Enter values for each entry and click Add record.
Import bulk data into a db table
Adding multiple records manually to a table can be tiresome, but you can easily upload multiple entries through a CSV file.
To import table data:
- Create a CSV file with the data you want to upload.
Sample CSV file
To easily create a CSV file, first download the table (Table actions > Download) and add the records that you want to upload.
Go to Automation > Database and click the table for which you want to import data.
Click .
- Select the file from your local system and upload it.
You will see a new record(s) created in the table post upload.
Import comes in handy when you want to a database table from an external source to Yellow.ai
Manage database records using the Database node
Insert new records or values to a database table
You can directly pass field values to the table from AI-agent flows. For instance, in a lead generation flow, you might need to collect the user's email address, phone number, and interested product and store them in a datable table.
To insert data into the table, use the Database node and follow these steps:
In Select type, choose Insert.
In the in drop-down, choose the respective table (where to insert the value).
Click Add Records to select the respective column name.
Map each field with the respective value.
Update database table records using the database node
To update an existing field value of a table use the Database node and choose Select type as Update along with other configurations.
Fetch database records using the Database node
To search for a particular piece of information in a AI-agent conversation, use the Database node and choose Select type as Search.
In Select columns of field, choose the columns to be searched
Under Response, In Sort By choose the column which will be rendered as a response to the user.

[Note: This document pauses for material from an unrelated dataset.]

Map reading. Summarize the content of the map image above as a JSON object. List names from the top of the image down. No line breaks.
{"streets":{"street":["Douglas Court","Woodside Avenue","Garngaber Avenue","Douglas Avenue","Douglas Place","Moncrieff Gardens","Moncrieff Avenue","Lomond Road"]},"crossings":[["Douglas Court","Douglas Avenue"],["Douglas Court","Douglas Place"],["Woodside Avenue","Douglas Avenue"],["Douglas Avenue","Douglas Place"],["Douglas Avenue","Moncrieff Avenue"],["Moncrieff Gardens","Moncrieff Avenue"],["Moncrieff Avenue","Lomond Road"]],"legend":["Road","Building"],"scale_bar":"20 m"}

Choose the order, ASC/DSC.
Enable More options for more enhancements.
Enable Create URL for extracted records to create a URL for the information exctracted from the search.

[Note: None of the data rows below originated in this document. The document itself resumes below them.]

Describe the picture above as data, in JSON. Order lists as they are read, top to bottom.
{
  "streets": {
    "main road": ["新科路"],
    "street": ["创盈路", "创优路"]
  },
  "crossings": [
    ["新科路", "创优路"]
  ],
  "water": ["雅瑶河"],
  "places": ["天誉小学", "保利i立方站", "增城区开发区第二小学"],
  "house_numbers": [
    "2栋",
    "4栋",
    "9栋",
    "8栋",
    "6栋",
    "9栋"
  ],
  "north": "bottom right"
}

In Filter distinct, choose the column that should serve as distinct parameter in the search.
Under Pagination, enter the Page number and Size limit to display the records to the user. The page number and size limit can also be fetched from variables. If you do not want to use pagination, you can leave the fields empty.

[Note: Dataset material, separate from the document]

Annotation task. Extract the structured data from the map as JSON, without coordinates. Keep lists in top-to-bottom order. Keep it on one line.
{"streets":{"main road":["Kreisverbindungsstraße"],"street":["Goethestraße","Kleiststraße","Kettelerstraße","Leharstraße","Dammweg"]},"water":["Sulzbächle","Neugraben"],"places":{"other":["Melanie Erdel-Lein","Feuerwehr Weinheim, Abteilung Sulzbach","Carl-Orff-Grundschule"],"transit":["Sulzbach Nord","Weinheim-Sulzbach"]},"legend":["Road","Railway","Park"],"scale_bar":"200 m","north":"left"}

The search reponse will be in the form of object. You can use the snippet {{{variables.variablename.records.0.fieldName}}}
in a text node to display the response.
Filter table data
When a table contains numerous records, it can be challenging to scroll through each field to find specific information. However, you can simplify the process by filtering records based on fields containing a specific keyword.
To filter a certain set of data:
Go to the specific table and click Inserted date. The drop-down displays all the columns of that respective table using which you can search.
Choose the column in which you want to filter specific information, and use the Search box to filter records.
For example, the following screenshot says in the table
b_two_b_queries
, get records whose company_name (column) has bites in it.To get the records that were inserted or updated in a specific period, choose Inserted date or Updated date and select your preferred duration as shown here.
Mask database columns
The Super Admin of the AI-agent can mask certain database columns. For example, passwords or any PII data stored in plain text. The data of the masked column will be visible as *****
instead of real values.
- The masking of data happens at the application level in the backend. You cannot access it in any other way.
- You can mask database columns only in lower-tier environments. In a two-tier setup, you can mask in the Development environment. In a three-tier setup, you can only mask in the Sandbox environment.
To mask columns:
Go to Table actions and choose Mask columns.
Choose columns that store sensitive information.
For example, you can see the column named ‘test’ with ****
instead of real values.
Delete database table fields or table
You can delete a db table only in sandbox/development environment.
Go to Automation > Database and select the table to edit
Click Table actions and choose the preferred option.
- Truncate: Deletes all the data that exists in a specific table without removing the structure of the table.
- Drop: Deletes the entire table structure along with all its the records.